(Data excerpts)
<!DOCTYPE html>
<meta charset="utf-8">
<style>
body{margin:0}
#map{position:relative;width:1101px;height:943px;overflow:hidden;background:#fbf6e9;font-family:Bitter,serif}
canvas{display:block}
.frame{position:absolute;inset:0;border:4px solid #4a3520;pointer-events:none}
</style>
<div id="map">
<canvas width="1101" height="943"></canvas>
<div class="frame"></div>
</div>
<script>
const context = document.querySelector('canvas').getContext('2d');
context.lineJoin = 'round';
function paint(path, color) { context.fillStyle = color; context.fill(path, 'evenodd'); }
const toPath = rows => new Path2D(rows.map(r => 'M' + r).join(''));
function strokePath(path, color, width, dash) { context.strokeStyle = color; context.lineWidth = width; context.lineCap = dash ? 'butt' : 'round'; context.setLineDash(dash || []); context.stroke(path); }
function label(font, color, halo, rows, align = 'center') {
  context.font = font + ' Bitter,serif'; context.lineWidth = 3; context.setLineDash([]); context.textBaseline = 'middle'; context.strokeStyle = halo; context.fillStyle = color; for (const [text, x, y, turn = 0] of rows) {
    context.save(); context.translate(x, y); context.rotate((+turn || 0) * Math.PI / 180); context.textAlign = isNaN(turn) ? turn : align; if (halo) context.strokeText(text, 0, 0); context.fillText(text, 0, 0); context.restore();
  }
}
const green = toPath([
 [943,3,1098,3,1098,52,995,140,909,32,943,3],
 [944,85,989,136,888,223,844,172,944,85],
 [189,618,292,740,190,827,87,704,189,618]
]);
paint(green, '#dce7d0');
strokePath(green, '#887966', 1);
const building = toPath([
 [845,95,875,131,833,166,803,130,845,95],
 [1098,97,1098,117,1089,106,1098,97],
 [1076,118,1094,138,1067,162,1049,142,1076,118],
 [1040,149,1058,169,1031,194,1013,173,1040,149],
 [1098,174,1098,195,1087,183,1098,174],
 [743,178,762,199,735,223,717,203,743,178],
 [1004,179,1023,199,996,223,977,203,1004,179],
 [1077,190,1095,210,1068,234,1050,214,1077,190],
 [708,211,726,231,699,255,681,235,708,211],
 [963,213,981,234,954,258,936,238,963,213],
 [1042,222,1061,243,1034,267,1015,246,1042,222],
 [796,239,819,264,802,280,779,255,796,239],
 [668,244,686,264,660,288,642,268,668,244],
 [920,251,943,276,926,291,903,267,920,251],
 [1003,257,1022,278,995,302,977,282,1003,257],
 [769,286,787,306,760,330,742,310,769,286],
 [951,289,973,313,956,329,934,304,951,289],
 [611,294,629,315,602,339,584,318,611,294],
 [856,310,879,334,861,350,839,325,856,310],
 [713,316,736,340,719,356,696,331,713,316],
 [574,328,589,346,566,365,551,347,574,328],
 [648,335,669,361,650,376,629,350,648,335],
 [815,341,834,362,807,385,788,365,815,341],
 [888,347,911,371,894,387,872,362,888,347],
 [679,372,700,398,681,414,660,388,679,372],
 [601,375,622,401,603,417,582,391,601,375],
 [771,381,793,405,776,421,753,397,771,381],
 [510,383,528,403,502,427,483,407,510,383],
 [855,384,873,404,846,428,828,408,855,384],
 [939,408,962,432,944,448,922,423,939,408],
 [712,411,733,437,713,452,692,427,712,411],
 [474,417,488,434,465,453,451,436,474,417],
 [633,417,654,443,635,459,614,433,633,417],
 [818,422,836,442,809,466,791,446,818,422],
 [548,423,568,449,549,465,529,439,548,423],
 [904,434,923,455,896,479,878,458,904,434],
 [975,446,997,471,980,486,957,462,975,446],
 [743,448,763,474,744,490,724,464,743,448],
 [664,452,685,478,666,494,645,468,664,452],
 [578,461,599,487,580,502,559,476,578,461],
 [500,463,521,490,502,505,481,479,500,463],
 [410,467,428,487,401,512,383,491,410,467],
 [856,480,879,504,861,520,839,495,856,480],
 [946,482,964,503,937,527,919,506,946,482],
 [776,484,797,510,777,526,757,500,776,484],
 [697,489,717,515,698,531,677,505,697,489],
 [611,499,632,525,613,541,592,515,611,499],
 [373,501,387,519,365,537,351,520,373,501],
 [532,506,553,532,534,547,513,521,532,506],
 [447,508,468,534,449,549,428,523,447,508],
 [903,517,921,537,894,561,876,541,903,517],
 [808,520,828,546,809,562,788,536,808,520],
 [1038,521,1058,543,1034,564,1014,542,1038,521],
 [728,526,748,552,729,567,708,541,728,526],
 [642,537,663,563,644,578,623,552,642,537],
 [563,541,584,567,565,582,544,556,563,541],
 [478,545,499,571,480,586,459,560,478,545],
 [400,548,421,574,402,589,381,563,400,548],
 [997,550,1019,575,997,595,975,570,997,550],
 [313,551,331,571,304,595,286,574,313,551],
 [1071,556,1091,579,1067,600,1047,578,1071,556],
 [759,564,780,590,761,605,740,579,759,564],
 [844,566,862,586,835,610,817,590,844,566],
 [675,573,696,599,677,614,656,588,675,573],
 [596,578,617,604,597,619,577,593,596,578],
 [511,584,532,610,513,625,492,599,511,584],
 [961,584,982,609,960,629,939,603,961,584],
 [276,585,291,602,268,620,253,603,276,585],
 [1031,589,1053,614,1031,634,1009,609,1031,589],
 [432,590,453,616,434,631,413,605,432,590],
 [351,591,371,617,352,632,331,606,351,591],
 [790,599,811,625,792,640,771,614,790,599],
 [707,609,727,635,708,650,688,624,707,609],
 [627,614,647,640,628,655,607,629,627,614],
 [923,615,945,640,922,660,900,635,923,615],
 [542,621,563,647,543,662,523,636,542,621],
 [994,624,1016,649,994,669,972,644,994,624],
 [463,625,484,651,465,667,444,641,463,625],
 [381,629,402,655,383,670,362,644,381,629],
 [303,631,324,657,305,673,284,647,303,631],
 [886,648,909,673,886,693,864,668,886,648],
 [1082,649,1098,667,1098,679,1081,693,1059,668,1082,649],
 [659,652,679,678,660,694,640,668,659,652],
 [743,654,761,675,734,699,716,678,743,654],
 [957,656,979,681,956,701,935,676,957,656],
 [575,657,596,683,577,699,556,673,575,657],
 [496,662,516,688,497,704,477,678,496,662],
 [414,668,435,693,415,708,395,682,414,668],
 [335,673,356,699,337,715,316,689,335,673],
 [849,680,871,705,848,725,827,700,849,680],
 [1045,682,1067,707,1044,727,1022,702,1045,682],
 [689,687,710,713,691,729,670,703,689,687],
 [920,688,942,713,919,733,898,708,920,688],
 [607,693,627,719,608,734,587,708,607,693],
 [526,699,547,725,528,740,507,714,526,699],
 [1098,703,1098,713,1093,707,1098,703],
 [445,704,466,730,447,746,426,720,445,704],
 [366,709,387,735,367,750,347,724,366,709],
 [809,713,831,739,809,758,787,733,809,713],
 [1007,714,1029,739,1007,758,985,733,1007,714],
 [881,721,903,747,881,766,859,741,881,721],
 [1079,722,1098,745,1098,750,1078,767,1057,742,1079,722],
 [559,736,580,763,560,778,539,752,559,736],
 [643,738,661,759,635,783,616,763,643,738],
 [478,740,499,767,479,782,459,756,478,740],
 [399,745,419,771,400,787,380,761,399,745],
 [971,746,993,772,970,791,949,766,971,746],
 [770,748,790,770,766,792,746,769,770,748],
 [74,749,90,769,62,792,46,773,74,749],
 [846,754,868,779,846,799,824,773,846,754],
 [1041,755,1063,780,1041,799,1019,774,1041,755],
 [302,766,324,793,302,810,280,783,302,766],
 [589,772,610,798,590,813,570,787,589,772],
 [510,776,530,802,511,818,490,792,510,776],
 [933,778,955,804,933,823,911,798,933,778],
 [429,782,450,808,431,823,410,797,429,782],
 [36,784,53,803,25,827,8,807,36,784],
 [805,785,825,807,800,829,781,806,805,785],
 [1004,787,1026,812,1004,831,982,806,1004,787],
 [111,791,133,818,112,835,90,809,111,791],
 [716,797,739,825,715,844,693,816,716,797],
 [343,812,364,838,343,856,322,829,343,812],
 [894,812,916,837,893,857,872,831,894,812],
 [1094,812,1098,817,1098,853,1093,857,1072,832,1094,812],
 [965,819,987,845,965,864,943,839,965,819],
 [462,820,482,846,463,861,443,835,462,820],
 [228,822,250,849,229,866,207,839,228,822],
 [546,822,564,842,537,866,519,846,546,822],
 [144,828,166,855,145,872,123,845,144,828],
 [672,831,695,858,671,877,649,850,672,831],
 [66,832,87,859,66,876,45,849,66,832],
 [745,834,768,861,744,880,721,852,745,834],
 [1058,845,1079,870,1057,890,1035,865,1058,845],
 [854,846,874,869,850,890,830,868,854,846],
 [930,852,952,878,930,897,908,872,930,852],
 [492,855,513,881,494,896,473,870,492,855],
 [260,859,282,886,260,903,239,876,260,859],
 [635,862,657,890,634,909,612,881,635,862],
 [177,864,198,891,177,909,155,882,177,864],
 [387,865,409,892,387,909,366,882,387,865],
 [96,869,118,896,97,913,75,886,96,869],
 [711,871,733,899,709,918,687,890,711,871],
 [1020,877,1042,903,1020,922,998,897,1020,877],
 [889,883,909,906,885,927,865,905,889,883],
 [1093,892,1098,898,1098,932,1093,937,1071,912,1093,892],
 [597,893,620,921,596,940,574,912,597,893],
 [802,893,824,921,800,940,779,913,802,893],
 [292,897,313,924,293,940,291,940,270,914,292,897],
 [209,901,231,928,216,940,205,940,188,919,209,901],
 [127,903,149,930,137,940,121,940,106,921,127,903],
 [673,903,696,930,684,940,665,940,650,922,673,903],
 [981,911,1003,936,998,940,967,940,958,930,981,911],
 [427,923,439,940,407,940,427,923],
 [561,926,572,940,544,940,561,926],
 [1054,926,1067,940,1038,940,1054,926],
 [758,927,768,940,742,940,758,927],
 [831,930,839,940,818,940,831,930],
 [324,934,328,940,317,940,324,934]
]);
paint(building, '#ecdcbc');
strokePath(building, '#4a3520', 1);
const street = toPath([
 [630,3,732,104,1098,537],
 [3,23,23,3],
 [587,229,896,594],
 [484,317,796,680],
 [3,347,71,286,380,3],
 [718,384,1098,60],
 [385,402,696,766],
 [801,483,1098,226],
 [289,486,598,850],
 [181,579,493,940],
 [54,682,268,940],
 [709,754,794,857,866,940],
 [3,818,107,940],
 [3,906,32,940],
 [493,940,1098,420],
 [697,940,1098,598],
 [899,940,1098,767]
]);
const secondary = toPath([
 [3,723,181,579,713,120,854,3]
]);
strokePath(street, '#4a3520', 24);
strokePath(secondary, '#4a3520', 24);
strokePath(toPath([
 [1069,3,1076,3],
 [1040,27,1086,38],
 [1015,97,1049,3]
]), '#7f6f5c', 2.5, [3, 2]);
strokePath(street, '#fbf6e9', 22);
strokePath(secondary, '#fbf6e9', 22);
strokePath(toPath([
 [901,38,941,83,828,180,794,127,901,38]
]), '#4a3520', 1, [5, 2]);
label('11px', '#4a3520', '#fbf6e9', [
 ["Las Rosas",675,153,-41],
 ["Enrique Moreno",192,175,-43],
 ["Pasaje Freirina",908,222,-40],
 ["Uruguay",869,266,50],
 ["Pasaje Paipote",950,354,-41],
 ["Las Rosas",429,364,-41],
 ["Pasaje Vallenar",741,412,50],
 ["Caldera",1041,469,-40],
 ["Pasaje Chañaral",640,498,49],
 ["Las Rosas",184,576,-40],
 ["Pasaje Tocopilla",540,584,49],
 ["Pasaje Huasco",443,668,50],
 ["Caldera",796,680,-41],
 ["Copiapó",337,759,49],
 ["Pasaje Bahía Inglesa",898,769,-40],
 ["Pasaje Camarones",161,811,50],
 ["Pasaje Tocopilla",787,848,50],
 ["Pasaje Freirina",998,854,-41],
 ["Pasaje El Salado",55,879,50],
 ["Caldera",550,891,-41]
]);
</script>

EXERCISE DETAILS
Scan the entries above for the word "halo" and collect each line holding it.

SOLUTION
function label(font, color, halo, rows, align = 'center') {
  context.font = font + ' Bitter,serif'; context.lineWidth = 3; context.setLineDash([]); context.textBaseline = 'middle'; context.strokeStyle = halo; context.fillStyle = color; for (const [text, x, y, turn = 0] of rows) {
    context.save(); context.translate(x, y); context.rotate((+turn || 0) * Math.PI / 180); context.textAlign = isNaN(turn) ? turn : align; if (halo) context.strokeText(text, 0, 0); context.fillText(text, 0, 0); context.restore();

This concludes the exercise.